We could go into the weeds very easily (and perhaps another time down the road we will), but look at some of the reactions to Steve Goff's article on the badge change. Heck, if you're friends with Steve on Facebook, go look at some of the reactions there. Speaking as one who shares the rooting interest of the club I'm about to mention, there's a slight whiff of scouse entitlement when it comes to D.C. fans, kind of like Liverpool fans. And I get it, and I want it to be true, and a lot of the people who have reacted are folks I know and/or have had drinks with. But the fact of the matter is that this isn't the type of club that it was back then. It was barely a club that Juan Sebastian Veron was going to go to, and that was in 2007. 2007 was eight years ago, by the way, and not a lot has changed since then for the club. It's gotten worse on a lot of fronts. Compare that to what's changed for teams in New York, Columbus, Dallas, or Seattle.
This team can't scout multiple players and go on multiple trips to sign someone. They're forced to sign guys who fetched a good transfer fee a couple of years ago or who are out of contracts (hey, Facundo Coria was both!), or ultimately turn down D.C. to play in the Columbian second division, or the Italian third division.

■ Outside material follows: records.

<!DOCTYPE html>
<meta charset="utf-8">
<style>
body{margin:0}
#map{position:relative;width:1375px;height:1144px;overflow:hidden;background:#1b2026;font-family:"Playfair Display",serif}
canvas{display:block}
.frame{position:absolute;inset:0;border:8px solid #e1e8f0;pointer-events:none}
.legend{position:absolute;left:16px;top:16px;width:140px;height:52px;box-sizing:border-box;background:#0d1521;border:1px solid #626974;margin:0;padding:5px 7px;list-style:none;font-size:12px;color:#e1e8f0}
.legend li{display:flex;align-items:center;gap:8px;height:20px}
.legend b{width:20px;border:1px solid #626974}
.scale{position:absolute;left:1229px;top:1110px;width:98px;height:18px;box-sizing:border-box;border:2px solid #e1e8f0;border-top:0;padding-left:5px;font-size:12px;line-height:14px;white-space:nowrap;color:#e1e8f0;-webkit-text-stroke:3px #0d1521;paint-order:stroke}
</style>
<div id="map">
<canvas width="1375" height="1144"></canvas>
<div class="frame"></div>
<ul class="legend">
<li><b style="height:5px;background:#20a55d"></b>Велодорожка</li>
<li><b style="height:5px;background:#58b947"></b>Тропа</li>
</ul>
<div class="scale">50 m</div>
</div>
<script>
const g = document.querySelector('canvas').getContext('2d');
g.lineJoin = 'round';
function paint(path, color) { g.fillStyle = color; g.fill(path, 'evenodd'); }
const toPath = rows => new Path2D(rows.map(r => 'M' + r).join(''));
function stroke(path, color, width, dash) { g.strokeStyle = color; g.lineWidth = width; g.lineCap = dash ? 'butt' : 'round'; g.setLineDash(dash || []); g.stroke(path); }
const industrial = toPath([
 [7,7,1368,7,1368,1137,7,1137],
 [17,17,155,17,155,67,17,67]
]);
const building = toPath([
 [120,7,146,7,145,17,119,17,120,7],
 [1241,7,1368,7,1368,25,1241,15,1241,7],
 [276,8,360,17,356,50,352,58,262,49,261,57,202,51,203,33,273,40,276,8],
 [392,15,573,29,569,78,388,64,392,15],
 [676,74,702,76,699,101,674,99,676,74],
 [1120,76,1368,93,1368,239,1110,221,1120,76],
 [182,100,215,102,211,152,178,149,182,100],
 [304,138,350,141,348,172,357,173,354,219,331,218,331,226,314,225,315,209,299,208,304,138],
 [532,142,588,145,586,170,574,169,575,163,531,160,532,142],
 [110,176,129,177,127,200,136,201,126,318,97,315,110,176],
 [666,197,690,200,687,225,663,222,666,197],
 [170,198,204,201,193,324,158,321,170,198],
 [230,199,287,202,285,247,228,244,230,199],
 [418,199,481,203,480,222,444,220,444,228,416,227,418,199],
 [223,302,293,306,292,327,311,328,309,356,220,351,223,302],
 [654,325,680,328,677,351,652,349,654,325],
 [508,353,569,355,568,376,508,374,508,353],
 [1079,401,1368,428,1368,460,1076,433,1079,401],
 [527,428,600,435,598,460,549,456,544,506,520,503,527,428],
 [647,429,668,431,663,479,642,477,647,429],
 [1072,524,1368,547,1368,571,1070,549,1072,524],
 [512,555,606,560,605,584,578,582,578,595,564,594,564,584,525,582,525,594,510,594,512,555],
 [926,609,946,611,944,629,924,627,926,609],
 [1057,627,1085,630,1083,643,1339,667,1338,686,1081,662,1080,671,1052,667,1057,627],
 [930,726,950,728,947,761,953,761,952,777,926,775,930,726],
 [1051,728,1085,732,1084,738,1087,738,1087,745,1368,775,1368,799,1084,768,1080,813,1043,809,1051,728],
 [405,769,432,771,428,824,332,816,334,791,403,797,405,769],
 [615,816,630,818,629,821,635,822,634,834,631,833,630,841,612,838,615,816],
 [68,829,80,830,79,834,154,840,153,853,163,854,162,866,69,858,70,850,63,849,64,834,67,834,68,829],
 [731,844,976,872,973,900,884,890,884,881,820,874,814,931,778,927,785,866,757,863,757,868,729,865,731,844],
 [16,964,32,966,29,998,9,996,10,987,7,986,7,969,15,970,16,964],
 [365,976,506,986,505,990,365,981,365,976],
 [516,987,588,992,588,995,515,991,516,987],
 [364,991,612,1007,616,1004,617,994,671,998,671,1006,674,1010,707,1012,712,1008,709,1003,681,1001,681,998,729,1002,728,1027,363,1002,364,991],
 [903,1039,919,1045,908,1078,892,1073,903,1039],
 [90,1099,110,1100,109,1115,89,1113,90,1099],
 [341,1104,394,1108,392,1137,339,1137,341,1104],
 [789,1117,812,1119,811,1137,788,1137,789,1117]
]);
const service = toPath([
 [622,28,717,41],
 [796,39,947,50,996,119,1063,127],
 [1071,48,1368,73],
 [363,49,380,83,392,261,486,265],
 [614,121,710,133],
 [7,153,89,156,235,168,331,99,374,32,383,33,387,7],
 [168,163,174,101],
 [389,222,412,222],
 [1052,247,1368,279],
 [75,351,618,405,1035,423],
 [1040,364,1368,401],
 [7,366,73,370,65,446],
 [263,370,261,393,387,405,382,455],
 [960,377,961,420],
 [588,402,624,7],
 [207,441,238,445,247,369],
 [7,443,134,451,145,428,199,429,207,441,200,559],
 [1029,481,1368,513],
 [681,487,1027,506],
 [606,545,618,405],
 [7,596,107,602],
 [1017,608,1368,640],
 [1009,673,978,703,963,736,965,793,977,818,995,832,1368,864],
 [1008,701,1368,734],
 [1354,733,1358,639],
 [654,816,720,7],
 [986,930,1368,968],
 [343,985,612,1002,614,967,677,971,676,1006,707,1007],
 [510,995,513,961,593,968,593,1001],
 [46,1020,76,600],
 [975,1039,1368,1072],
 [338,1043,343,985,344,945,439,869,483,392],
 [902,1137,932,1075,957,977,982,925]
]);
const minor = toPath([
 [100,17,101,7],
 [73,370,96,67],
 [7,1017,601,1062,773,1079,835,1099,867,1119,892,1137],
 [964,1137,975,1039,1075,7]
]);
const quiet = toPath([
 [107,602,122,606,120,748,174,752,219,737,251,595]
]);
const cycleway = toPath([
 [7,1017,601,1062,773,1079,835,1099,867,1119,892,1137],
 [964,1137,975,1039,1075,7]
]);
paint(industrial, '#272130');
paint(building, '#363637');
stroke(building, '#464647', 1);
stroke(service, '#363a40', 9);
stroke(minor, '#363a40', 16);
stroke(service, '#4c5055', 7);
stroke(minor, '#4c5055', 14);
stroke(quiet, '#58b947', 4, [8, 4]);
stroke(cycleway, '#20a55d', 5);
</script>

Now comes the interesting part.
Using last year as an orientation point, D.C. United's preseason will presumably start around the January 21 point, which makes that a little more than 10 weeks from today. They play their first game that counts (against Liga MX side Queretaro) probably around February 23, in a little more than 100 days. It sounds like, at least, the players and their coach are cognizant of their limitations:
Espindola on what the team needed more of tonight: "Attack. Attack more. Too many long balls, not much of playing between lines" #DCU— Steven Streff (@streffsoccer) November 8, 2015
What's that they say about addicts, that the first sign to solving a problem is acknowledging that you have one? (I kid). But if there is a potential positive in this, it's that ownership, or at the very least, team officials, are aware of some of these issues, and are saying the right things to remedy them. Things like looking at the next Bradley Wright-Phillips, Ignacio Piatti, or Javier Morales, someone to orient to the MLS style of play on the field while generating buzz off it (to go along with the brand/badge modernization next month) ahead of the Buzzard Point move.

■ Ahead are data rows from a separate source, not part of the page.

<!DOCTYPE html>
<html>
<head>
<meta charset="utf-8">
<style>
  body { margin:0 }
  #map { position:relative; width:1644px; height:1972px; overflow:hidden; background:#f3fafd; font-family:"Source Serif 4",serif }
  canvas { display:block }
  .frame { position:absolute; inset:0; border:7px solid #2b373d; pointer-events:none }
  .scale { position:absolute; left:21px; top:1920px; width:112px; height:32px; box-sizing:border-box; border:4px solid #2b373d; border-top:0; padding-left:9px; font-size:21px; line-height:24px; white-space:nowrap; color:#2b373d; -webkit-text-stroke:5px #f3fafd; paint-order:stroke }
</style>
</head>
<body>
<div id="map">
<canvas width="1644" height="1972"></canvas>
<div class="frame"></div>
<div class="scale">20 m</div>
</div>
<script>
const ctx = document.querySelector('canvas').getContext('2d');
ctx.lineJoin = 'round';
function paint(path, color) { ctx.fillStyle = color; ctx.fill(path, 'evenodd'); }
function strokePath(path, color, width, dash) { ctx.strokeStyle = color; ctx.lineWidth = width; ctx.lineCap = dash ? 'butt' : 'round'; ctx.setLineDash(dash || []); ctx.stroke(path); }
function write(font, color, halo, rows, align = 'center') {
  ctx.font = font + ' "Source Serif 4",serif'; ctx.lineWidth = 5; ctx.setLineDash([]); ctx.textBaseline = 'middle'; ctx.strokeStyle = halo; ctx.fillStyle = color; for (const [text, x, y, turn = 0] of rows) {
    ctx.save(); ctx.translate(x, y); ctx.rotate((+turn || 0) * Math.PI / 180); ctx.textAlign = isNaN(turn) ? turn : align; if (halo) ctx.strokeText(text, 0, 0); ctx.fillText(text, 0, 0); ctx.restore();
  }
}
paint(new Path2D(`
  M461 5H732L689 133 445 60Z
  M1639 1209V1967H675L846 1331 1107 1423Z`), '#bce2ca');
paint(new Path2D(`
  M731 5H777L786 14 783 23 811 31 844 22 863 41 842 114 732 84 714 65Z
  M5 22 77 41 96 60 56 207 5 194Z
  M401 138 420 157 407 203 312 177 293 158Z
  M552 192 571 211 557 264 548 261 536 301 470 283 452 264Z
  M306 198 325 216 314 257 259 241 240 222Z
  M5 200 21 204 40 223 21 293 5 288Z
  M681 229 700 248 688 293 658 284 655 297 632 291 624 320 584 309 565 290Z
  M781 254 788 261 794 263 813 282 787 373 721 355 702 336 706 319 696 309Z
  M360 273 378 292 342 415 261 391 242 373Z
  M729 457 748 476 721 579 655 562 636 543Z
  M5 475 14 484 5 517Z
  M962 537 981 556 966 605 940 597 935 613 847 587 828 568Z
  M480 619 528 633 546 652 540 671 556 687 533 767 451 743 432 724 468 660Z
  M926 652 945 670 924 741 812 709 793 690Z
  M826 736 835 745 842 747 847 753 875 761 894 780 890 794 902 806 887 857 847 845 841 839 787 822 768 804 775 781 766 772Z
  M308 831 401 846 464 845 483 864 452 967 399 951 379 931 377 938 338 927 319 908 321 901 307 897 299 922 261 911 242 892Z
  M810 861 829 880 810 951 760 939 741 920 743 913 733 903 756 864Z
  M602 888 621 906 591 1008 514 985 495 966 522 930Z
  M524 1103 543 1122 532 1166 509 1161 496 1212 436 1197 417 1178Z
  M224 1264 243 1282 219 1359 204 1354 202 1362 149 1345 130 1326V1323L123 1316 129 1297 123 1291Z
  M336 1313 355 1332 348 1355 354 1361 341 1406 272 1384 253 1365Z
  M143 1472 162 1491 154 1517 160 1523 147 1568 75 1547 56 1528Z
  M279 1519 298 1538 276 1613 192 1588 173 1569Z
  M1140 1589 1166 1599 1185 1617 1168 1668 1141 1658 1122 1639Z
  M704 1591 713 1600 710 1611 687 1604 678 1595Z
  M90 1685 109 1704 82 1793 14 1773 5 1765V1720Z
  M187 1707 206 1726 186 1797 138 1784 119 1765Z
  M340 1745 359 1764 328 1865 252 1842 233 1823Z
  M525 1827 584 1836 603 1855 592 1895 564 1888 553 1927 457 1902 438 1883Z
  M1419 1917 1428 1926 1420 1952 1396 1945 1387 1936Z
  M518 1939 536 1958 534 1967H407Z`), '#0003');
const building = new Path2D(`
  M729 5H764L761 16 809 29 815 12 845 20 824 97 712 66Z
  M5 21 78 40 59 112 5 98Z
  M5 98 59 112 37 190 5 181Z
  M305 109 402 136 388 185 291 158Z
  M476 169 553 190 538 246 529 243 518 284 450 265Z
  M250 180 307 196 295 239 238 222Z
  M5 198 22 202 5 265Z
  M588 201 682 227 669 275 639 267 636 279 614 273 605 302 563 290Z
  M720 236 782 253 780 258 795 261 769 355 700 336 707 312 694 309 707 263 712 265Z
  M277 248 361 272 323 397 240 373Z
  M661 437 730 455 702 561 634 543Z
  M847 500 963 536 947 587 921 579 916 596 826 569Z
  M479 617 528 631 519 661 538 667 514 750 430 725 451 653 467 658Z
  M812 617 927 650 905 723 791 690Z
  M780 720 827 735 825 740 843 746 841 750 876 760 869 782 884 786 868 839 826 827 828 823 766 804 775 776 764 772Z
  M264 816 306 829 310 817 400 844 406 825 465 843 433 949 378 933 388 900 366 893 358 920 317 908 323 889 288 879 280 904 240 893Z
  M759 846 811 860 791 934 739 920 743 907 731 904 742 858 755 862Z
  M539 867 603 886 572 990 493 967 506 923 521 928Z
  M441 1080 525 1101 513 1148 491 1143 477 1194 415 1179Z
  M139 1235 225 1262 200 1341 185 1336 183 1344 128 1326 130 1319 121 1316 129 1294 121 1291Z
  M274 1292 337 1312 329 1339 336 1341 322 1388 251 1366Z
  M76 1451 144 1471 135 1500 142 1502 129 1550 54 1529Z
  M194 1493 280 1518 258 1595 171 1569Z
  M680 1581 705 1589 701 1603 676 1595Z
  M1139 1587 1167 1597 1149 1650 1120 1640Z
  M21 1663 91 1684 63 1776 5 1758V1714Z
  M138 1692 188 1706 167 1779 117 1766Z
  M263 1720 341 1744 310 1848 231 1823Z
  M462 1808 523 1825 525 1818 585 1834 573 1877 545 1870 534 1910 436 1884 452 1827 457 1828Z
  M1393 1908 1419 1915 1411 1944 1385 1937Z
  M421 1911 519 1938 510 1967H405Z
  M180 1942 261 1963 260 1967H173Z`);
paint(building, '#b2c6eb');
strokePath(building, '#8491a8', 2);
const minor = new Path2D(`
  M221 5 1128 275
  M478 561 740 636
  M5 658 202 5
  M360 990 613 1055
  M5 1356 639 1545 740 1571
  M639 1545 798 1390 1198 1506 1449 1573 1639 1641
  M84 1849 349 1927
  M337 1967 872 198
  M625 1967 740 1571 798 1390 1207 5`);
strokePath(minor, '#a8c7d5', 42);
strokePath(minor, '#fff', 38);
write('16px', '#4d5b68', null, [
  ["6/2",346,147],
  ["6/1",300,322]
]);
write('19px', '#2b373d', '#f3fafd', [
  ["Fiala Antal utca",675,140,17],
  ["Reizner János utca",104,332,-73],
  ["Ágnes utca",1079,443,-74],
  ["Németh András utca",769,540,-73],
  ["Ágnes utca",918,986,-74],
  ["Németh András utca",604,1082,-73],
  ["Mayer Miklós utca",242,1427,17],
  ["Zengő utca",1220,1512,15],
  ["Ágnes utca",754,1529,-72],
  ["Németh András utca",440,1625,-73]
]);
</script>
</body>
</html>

But if Messrs. Levien, Thohir and Chang are going to tread on this ground, it better be with sincere shoes, because a quick and disappointing exit from CCL will only expedite already caustic feelings between D.C. United's fans and management. And while the latter of whom may be working with the city to get the shovels in the ground, they'll need to start putting themselves in front of a microphone or two in the coming months.